[Stored entries]
+++

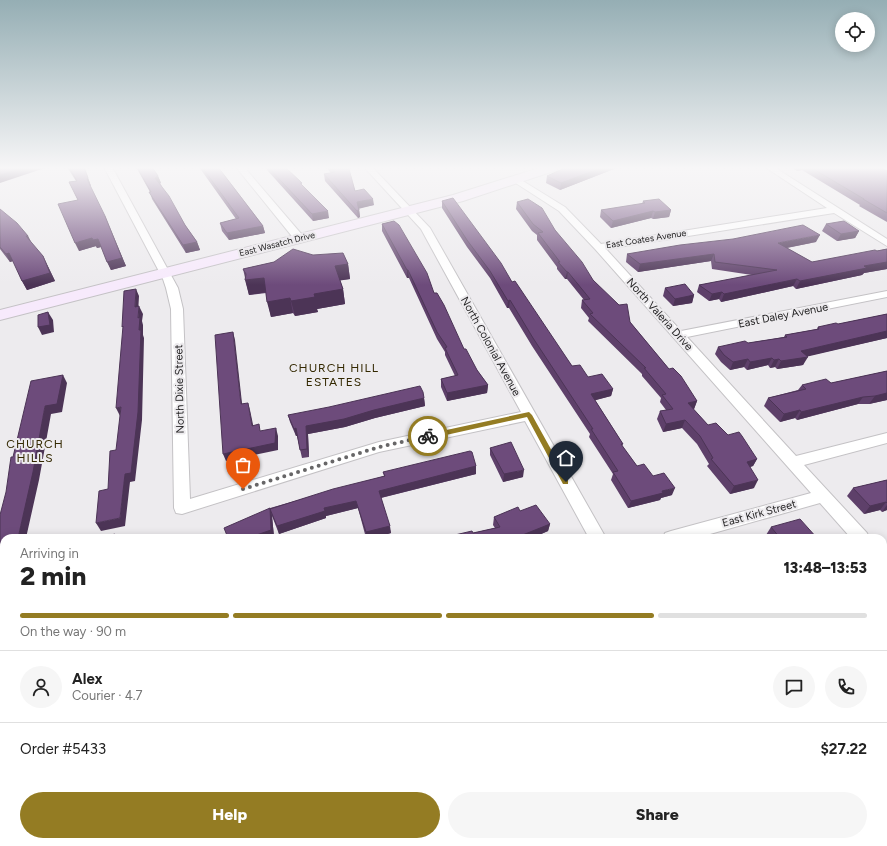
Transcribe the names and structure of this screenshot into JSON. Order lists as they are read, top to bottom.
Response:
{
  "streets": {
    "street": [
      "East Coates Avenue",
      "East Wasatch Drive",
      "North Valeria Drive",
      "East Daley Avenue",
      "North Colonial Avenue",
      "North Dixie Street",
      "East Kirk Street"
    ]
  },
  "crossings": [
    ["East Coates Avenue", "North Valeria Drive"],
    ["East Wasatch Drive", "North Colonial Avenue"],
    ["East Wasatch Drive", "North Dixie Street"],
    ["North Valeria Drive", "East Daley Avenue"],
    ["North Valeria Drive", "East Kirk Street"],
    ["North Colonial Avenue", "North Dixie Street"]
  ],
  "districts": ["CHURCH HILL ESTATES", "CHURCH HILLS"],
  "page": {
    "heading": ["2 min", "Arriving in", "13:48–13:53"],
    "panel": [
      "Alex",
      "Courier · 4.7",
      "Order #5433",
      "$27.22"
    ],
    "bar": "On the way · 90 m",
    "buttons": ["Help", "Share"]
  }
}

+++

## Exercise
Apply a filter for "Colonial" to the entries and show each line that passes.

## Response below
      "North Colonial Avenue",
    ["East Wasatch Drive", "North Colonial Avenue"],
    ["North Colonial Avenue", "North Dixie Street"]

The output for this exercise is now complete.